I cleared my throat, determined to keep my spirits up. “What made you decide to practice?”
He gave me a smile but it faded as he spoke. “I like the law. I like how black and white it can be. Words on paper that last and have power.” He plucked a few blades of grass, tearing them from their roots. “I want that power to protect people from what happened to my family.”
“What happened?”
Sawyer seemed to be struggling to find the words, or whether to speak them at all.
“No, you don’t have to tell me,” I said gently. “I do that. I pry.”
“You’re not prying,” Sawyer said. “You’re making conversation. Something I’m not very good at lately.”
I smiled. “You’re doing fine.”
He smiled back but it was flimsy and faded quickly. “I don’t talk about this very much. Or ever, actually.”
I itched to touch him. “You don’t have to.”
“No, I should, I guess. For her sake. My mom died in a car accident when I was a kid,” he said all at once, then swallowed. “She was killed by a drunk driver.”
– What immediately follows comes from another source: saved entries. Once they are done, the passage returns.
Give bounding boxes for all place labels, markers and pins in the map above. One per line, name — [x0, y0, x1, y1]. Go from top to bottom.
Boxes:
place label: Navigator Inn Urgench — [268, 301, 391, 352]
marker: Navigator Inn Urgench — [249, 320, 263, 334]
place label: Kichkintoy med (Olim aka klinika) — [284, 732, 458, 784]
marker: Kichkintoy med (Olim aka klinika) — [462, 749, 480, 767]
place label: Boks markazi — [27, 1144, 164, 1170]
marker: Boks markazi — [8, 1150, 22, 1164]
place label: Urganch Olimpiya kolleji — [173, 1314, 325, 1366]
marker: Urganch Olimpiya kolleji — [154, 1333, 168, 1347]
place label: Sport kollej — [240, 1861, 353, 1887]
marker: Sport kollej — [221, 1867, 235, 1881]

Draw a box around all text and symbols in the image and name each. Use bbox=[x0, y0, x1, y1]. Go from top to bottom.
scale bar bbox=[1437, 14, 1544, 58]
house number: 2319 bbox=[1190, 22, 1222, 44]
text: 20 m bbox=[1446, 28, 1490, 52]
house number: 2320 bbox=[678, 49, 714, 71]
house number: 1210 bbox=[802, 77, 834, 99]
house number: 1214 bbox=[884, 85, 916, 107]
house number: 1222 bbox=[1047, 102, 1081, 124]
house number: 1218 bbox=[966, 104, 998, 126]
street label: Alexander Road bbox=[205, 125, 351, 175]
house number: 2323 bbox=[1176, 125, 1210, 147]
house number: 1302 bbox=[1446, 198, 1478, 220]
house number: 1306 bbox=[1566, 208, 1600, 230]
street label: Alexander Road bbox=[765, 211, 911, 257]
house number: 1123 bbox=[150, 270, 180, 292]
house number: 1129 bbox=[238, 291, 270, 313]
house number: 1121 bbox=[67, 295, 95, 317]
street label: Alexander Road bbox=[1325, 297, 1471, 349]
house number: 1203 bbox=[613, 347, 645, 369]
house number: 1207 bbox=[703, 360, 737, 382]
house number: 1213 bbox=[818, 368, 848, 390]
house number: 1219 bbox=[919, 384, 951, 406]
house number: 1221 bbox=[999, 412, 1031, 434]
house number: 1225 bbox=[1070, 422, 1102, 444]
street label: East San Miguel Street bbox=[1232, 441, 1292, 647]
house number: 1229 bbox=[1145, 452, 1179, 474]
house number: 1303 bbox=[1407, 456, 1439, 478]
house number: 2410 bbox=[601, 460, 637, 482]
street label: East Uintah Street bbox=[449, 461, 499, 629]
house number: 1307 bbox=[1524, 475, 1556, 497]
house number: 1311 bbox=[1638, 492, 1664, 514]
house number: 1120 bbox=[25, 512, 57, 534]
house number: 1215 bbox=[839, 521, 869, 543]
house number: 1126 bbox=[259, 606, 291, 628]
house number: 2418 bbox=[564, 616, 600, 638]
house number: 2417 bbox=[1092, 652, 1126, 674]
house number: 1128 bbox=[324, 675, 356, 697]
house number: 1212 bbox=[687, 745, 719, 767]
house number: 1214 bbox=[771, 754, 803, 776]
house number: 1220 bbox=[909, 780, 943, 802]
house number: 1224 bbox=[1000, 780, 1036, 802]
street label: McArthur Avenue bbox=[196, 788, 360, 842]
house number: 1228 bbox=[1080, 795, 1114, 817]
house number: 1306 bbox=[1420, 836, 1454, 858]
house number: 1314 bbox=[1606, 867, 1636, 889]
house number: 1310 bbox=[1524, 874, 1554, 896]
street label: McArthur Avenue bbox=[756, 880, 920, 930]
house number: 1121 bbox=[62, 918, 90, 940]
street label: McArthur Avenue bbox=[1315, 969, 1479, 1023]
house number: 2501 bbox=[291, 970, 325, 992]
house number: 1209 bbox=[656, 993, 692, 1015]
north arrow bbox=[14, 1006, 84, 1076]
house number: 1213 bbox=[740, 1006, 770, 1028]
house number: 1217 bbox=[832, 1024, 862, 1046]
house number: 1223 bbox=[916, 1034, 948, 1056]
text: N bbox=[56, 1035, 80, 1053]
My hand flew to my throat. “Oh my God, Sawyer. I’m so sorry. How old were you?”
“Eight,” he said. “My little brother, Emmett, was four. Worst fucking day of our lives.”
My eyes stung with tears at the sudden image of two little boys learning they no longer had a mother. “I don’t know what to say. I’m so sorry.”
He shrugged, as if he could minimize the whole thing, but I could see the pain behind his deep brown eyes. A muscle in his jaw ticked.
“Anyway, the guy who killed her had been arrested twice before,” he said, his voice hardening. “And both times he pled before a judge he wouldn’t do it again, that he’d cleaned up his act. The prosecutor was weak. He didn’t push hard enough. Three weeks after his latest release from jail for DUI, the guy drove his truck—on a suspended license—into my mom’s car as she was coming home from work.”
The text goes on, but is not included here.